» YOUR GOAL: All lines from the one with "M419 859 425" through the last line of the data below should be copied exactly; please add nothing.

» PROVIDED RECORDS:
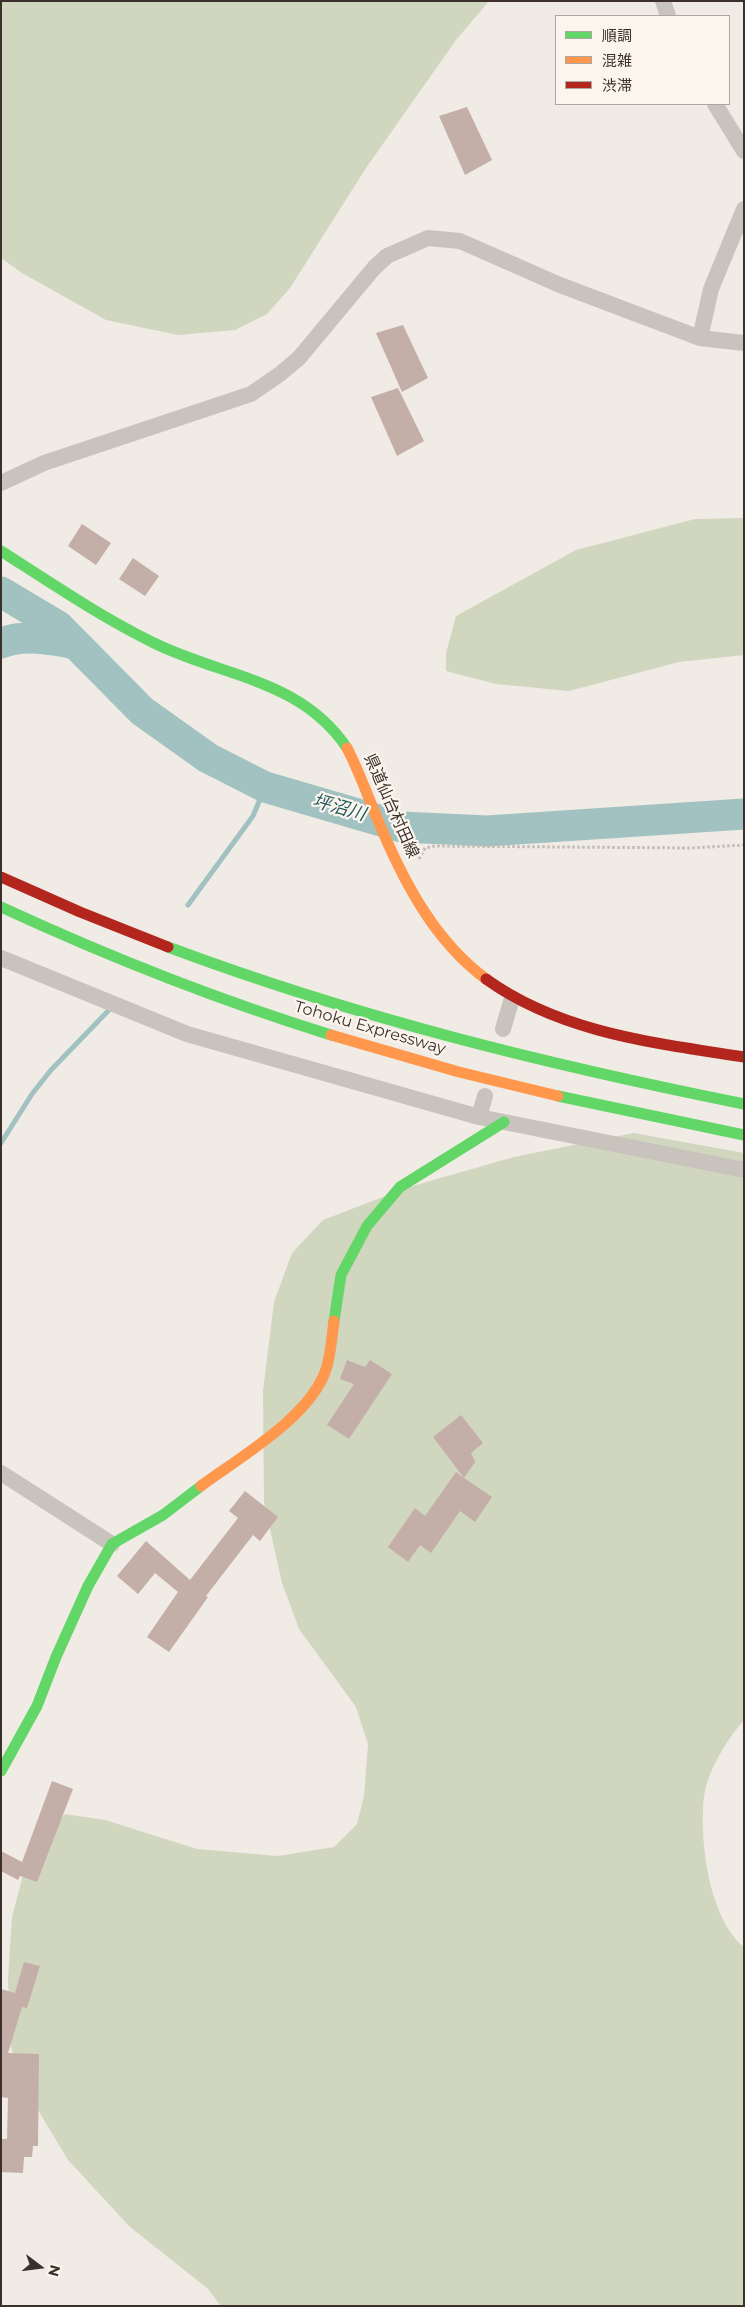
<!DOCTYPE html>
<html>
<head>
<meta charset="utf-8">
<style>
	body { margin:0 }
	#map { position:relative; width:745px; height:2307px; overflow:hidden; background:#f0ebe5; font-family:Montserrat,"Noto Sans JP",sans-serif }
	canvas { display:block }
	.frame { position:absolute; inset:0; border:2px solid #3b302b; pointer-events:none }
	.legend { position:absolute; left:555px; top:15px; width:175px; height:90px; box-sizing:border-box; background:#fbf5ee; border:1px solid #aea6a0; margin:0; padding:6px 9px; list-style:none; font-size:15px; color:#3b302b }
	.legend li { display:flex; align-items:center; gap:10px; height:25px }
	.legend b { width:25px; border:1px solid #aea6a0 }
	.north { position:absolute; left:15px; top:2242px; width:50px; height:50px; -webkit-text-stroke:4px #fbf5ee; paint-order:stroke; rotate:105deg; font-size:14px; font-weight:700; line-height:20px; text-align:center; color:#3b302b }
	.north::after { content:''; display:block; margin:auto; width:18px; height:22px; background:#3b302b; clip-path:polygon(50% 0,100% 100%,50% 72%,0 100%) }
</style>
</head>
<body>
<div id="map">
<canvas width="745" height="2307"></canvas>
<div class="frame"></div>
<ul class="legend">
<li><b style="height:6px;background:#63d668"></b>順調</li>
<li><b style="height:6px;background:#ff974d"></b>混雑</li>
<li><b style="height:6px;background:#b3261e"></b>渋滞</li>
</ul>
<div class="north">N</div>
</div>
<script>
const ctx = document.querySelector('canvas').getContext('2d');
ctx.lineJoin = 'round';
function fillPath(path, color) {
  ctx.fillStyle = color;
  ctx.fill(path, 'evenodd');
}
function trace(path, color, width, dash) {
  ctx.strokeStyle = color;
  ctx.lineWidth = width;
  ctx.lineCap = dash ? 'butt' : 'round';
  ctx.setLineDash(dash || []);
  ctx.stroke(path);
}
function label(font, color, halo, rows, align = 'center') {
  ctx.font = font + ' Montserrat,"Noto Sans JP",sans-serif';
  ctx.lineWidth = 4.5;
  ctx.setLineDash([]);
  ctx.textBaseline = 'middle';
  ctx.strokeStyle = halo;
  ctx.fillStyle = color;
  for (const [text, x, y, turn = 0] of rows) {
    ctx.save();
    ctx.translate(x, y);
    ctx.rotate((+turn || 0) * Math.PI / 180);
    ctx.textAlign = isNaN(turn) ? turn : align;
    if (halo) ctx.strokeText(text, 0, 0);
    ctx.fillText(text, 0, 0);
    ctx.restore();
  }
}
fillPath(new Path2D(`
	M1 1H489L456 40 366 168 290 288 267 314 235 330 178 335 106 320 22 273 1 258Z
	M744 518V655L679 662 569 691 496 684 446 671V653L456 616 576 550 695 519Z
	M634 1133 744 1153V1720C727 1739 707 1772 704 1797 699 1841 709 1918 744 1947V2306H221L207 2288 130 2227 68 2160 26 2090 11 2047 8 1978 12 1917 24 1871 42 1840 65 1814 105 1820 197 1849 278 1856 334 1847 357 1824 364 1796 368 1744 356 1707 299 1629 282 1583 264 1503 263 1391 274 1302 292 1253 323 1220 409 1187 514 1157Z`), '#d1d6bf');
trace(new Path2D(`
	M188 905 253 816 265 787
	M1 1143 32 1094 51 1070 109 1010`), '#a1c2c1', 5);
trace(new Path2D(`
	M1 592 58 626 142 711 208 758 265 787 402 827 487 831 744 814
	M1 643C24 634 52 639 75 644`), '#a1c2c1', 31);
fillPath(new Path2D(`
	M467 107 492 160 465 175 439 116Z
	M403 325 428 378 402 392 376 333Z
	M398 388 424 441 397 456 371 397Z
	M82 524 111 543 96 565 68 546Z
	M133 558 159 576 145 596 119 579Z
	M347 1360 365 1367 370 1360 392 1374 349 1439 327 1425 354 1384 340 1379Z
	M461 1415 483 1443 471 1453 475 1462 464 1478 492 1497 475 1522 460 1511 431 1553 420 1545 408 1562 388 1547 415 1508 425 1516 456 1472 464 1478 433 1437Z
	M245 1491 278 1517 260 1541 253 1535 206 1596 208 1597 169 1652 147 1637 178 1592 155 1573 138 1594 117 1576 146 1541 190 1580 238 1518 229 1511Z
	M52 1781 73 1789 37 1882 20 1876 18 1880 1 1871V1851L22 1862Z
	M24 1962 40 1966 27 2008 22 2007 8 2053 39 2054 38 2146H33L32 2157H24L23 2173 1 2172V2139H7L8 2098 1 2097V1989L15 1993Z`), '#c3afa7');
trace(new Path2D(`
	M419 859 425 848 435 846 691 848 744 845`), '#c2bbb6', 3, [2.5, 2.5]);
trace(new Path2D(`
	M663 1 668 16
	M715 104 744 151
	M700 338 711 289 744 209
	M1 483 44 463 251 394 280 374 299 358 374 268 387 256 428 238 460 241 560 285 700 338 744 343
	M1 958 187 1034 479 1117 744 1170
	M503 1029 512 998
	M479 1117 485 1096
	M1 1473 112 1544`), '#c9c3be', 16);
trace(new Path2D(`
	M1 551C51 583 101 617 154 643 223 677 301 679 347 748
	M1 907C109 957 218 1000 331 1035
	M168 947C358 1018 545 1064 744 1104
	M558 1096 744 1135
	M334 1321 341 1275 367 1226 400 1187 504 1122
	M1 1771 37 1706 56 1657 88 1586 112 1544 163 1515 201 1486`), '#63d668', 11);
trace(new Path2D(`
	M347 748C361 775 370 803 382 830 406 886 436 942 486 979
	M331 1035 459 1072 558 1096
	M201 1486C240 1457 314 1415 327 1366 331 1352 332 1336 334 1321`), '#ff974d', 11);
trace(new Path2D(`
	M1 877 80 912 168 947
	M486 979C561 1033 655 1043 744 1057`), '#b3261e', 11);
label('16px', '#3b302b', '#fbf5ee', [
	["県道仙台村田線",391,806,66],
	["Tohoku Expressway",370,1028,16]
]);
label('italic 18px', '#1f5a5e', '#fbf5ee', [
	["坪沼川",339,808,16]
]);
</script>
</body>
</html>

» EXERCISE ANSWER:
	M419 859 425 848 435 846 691 848 744 845`), '#c2bbb6', 3, [2.5, 2.5]);
trace(new Path2D(`
	M663 1 668 16
	M715 104 744 151
	M700 338 711 289 744 209
	M1 483 44 463 251 394 280 374 299 358 374 268 387 256 428 238 460 241 560 285 700 338 744 343
	M1 958 187 1034 479 1117 744 1170
	M503 1029 512 998
	M479 1117 485 1096
	M1 1473 112 1544`), '#c9c3be', 16);
trace(new Path2D(`
	M1 551C51 583 101 617 154 643 223 677 301 679 347 748
	M1 907C109 957 218 1000 331 1035
	M168 947C358 1018 545 1064 744 1104
	M558 1096 744 1135
	M334 1321 341 1275 367 1226 400 1187 504 1122
	M1 1771 37 1706 56 1657 88 1586 112 1544 163 1515 201 1486`), '#63d668', 11);
trace(new Path2D(`
	M347 748C361 775 370 803 382 830 406 886 436 942 486 979
	M331 1035 459 1072 558 1096
	M201 1486C240 1457 314 1415 327 1366 331 1352 332 1336 334 1321`), '#ff974d', 11);
trace(new Path2D(`
	M1 877 80 912 168 947
	M486 979C561 1033 655 1043 744 1057`), '#b3261e', 11);
label('16px', '#3b302b', '#fbf5ee', [
	["県道仙台村田線",391,806,66],
	["Tohoku Expressway",370,1028,16]
]);
label('italic 18px', '#1f5a5e', '#fbf5ee', [
	["坪沼川",339,808,16]
]);
</script>
</body>
</html>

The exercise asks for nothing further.